Recent

Author Topic: How to form Regex expression  (Read 1035 times)

ronhud

  • Jr. Member
  • **
  • Posts: 82
How to form Regex expression
« on: December 30, 2022, 08:57:22 pm »
I am just starting to look at using TRegExpr.   I want to extract a string of characters from a web page.   I have written an  expression to find 'Change' and capture all the characters until it finds </li. 

RE.Expression := ('Change(.*?)</li'); 

Is this correct?    Using the program RegExpr.pas.   How do I access the result?

Roland57

  • Sr. Member
  • ****
  • Posts: 369
    • GitLab
Re: How to form Regex expression
« Reply #1 on: December 30, 2022, 09:09:02 pm »
Hello!

I suggest to take a look at my RegExpr examples.

AlexTP

  • Hero Member
  • *****
  • Posts: 2046
    • UVviewsoft
Re: How to form Regex expression
« Reply #2 on: December 30, 2022, 10:23:48 pm »
Also it's good to use this site to test regex: https://regex101.com/

Martin_fr

  • Administrator
  • Hero Member
  • *
  • Posts: 8748
  • Debugger - SynEdit - and more
    • wiki
Re: How to form Regex expression
« Reply #3 on: December 30, 2022, 11:02:04 pm »
RE.Expression := ('Change(.*?)</li'); 

Is this correct?

Depends... Yes it is.

But it will also match
Code: Text  [Select][+][-]
  1. Change item in list <ul><li>item 1 </li>

Do you want that to be found?

Also you might want to ensure that the regex "</li" does not match "</literal>"
E.g. :  "</li\b"

PierceNg

  • Sr. Member
  • ****
  • Posts: 334
    • SamadhiWeb
Re: How to form Regex expression
« Reply #4 on: December 31, 2022, 03:40:05 am »
I am just starting to look at using TRegExpr.   I want to extract a string of characters from a web page.   I have written an  expression to find 'Change' and capture all the characters until it finds </li. 
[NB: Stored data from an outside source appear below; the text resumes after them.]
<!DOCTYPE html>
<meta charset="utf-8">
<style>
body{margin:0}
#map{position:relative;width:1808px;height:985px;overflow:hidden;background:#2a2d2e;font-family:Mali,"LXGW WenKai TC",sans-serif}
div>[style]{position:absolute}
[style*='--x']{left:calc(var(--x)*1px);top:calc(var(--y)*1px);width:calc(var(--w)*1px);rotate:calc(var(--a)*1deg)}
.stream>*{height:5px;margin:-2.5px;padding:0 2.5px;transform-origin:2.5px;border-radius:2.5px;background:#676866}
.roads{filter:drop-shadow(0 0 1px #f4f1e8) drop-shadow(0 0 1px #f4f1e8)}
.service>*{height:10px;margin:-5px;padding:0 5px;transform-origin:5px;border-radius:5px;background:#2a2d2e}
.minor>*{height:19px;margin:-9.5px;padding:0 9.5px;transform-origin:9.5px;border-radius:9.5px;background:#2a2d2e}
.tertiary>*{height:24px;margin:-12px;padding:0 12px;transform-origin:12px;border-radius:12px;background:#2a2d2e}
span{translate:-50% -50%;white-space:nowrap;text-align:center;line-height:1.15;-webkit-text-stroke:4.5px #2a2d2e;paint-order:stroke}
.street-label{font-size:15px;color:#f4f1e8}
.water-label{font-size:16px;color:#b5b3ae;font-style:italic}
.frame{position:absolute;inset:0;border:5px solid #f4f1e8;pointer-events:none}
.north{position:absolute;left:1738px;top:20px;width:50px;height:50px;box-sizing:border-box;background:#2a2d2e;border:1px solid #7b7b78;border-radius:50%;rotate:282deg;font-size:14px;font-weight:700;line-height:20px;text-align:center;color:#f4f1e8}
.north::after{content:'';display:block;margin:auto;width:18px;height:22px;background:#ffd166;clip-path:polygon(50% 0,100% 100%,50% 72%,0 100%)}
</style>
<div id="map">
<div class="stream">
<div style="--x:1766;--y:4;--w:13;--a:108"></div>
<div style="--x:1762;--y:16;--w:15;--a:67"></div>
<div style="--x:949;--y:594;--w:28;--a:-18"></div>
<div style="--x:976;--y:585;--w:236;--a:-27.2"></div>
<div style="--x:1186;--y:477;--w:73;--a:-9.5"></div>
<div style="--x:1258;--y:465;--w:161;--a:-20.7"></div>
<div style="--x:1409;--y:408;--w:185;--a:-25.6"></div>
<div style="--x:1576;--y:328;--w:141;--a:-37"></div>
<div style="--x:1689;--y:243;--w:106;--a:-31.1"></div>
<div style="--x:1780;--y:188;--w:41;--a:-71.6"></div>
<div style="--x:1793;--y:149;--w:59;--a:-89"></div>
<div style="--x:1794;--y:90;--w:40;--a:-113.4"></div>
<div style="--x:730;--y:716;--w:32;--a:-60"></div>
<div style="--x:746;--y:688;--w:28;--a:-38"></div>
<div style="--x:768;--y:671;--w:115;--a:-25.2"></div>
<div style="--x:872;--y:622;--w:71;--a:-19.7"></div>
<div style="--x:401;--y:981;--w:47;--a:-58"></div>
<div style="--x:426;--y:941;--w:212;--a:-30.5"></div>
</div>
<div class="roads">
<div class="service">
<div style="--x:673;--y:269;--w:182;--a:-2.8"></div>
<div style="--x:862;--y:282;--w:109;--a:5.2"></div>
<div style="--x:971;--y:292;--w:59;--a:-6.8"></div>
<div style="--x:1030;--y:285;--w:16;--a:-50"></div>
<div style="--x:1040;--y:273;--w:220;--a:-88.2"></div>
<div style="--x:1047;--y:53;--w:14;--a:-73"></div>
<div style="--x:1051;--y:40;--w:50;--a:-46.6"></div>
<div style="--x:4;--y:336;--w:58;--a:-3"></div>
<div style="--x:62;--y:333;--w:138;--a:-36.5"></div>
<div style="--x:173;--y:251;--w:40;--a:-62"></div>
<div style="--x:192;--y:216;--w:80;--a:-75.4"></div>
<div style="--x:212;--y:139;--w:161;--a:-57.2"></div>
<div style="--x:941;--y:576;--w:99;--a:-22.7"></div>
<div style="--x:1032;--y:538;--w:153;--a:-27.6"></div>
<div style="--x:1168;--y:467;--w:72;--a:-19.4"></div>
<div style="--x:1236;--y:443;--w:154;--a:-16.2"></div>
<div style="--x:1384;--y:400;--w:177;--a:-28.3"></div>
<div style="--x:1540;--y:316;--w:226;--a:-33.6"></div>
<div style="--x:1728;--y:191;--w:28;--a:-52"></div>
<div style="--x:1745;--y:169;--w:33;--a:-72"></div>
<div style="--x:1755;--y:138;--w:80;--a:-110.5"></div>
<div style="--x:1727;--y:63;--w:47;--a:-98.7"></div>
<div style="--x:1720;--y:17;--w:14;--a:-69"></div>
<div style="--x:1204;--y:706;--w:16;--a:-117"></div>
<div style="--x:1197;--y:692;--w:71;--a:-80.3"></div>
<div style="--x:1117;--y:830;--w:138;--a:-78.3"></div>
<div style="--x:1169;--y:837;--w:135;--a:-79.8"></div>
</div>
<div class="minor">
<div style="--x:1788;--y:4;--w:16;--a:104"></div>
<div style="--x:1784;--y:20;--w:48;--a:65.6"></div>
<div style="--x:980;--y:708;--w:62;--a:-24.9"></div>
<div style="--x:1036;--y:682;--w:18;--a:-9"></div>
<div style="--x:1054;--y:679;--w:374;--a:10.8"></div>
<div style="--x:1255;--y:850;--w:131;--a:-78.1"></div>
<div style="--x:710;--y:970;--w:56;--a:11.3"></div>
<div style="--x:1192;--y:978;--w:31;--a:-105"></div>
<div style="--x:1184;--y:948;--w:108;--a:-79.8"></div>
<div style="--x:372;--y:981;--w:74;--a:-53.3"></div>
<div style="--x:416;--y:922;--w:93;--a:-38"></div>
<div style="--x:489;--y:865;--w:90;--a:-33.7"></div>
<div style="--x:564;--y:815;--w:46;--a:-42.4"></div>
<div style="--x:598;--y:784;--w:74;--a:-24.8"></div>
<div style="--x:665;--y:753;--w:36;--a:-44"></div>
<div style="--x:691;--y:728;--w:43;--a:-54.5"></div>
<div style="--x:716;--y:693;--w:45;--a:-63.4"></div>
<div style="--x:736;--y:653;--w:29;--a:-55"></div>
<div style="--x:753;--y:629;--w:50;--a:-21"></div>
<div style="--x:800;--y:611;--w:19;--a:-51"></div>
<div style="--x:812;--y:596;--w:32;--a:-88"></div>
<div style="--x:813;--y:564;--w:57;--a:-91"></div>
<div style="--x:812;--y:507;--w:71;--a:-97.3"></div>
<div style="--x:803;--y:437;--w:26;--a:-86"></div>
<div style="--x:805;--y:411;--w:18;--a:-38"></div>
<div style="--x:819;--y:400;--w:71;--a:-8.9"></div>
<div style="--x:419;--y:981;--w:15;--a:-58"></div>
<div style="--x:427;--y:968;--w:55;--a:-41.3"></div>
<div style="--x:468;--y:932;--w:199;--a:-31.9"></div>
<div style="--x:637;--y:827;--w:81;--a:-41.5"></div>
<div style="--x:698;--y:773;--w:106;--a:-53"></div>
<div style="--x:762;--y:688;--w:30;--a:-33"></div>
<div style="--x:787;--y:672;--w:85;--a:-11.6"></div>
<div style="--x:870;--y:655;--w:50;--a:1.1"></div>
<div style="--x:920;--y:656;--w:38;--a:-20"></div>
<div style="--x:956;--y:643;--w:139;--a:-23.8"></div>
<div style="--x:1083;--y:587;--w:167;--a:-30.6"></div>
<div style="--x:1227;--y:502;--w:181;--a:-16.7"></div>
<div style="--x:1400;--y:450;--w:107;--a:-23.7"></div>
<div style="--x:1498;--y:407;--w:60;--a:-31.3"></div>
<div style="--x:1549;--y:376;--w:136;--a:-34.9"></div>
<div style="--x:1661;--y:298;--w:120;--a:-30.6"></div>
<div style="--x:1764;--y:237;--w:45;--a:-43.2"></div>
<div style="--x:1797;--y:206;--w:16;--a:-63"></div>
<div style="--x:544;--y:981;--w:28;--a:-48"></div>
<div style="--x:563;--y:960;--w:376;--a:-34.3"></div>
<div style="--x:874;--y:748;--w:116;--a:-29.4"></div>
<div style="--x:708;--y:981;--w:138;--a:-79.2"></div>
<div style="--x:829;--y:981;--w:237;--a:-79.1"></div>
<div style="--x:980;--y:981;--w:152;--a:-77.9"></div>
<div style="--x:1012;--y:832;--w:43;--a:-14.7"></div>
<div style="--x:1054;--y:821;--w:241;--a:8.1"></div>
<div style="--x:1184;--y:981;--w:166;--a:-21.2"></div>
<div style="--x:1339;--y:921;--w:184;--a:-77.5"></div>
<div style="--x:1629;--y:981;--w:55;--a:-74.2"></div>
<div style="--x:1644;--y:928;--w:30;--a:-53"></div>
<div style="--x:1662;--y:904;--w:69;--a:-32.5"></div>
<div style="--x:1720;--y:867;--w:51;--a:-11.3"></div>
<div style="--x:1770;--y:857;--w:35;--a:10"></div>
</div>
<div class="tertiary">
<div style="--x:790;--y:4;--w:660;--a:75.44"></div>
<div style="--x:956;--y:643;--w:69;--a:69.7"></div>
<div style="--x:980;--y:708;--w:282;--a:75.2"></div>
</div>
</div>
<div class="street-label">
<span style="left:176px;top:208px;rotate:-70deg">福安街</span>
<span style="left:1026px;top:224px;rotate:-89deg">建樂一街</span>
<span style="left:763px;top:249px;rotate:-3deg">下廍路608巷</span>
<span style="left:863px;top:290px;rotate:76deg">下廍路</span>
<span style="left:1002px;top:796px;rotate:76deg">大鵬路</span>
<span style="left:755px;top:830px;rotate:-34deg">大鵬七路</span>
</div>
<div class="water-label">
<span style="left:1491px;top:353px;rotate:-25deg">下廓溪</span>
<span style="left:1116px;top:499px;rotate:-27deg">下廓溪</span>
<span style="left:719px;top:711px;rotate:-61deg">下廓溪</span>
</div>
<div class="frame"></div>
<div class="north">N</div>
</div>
RE.Expression := ('Change(.*?)</li'); 

If you want the content but not that tags (aka meta content), first parse the HTML, then apply regex on the content parts to pick out what you want.

The expedient way is to build your program in pas2js, run the program directly on the web page, so you can use the familiar GetElementById and friends.

Otherwise, for HTML parsing, I found this: https://github.com/isemenkov/libpasmyhtml. It's archived but it's a wrapper for a C library so should continue to work.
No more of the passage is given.